_THE DATA_:

>>>>

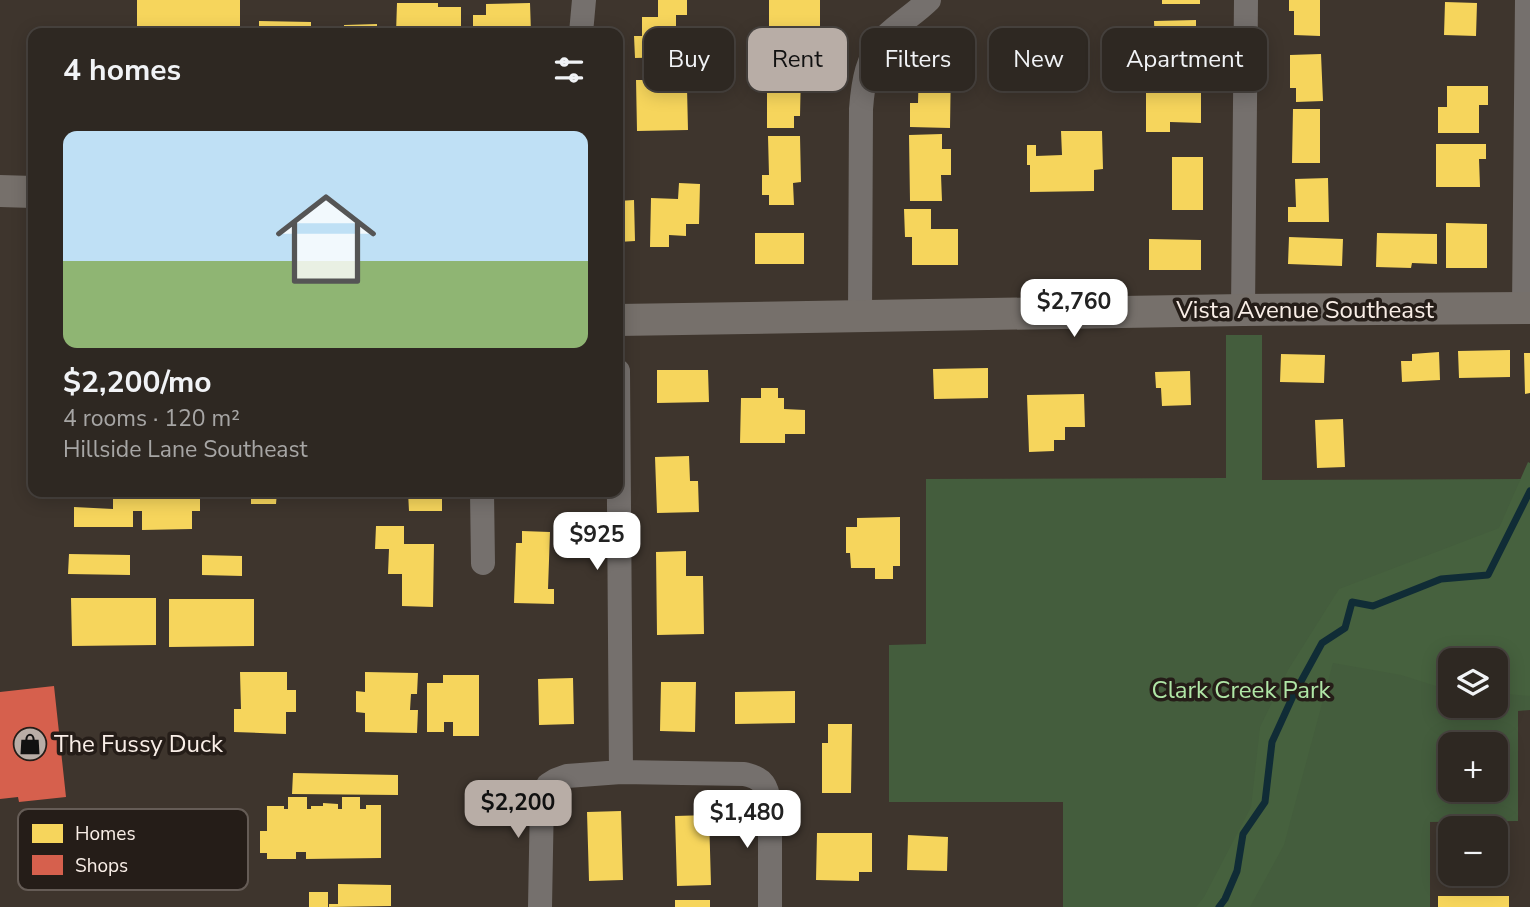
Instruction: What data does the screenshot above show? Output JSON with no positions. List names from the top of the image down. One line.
{"streets":{"main road":["Vista Avenue Southeast"]},"parks":["Clark Creek Park"],"places":{"shop":["The Fussy Duck"]},"legend":["Homes","Shops"],"page":{"chip":["Buy","Rent","Filters","New","Apartment"],"heading":"4 homes","list":[{"name":"$2,200/mo","note":"4 rooms · 120 m² · Hillside Lane Southeast"}],"price":["$2,760","$925","$2,200","$1,480"],"map_buttons":["+","−"]}}
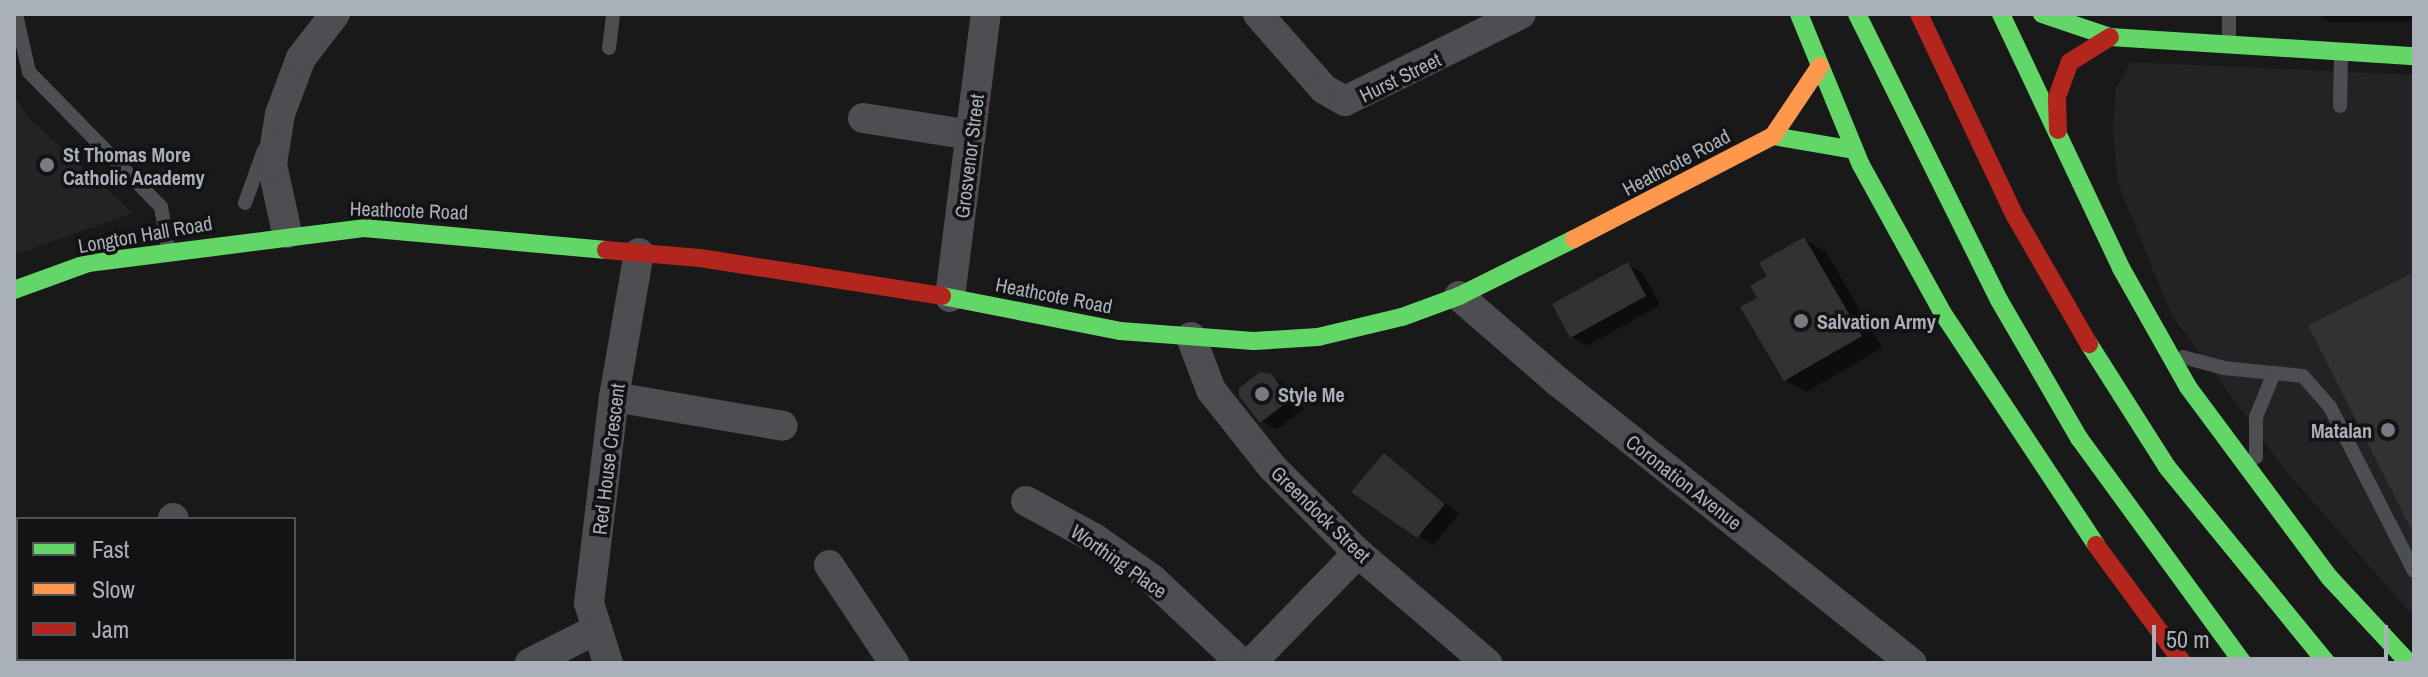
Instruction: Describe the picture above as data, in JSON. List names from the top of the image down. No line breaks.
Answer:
{"streets":{"main road":["Heathcote Road","Longton Hall Road"],"street":["Hurst Street","Grosvenor Street","Red House Crescent","Coronation Avenue","Greendock Street","Worthing Place"]},"crossings":[["Grosvenor Street","Heathcote Road"],["Heathcote Road","Longton Hall Road"],["Heathcote Road","Red House Crescent"],["Heathcote Road","Coronation Avenue"],["Heathcote Road","Greendock Street"]],"places":["St Thomas More Catholic Academy","Salvation Army","Style Me","Matalan"],"legend":["Fast","Slow","Jam"],"scale_bar":"50 m"}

<<<<

_WORK TO BE COMPLETED_: The task calls for every line of the data to be returned exactly, without pictures.

_SOLUTION TO THE PROBLEM_:
Instruction: What data does the screenshot above show? Output JSON with no positions. List names from the top of the image down. One line.
{"streets":{"main road":["Vista Avenue Southeast"]},"parks":["Clark Creek Park"],"places":{"shop":["The Fussy Duck"]},"legend":["Homes","Shops"],"page":{"chip":["Buy","Rent","Filters","New","Apartment"],"heading":"4 homes","list":[{"name":"$2,200/mo","note":"4 rooms · 120 m² · Hillside Lane Southeast"}],"price":["$2,760","$925","$2,200","$1,480"],"map_buttons":["+","−"]}}
Instruction: Describe the picture above as data, in JSON. List names from the top of the image down. No line breaks.
Answer:
{"streets":{"main road":["Heathcote Road","Longton Hall Road"],"street":["Hurst Street","Grosvenor Street","Red House Crescent","Coronation Avenue","Greendock Street","Worthing Place"]},"crossings":[["Grosvenor Street","Heathcote Road"],["Heathcote Road","Longton Hall Road"],["Heathcote Road","Red House Crescent"],["Heathcote Road","Coronation Avenue"],["Heathcote Road","Greendock Street"]],"places":["St Thomas More Catholic Academy","Salvation Army","Style Me","Matalan"],"legend":["Fast","Slow","Jam"],"scale_bar":"50 m"}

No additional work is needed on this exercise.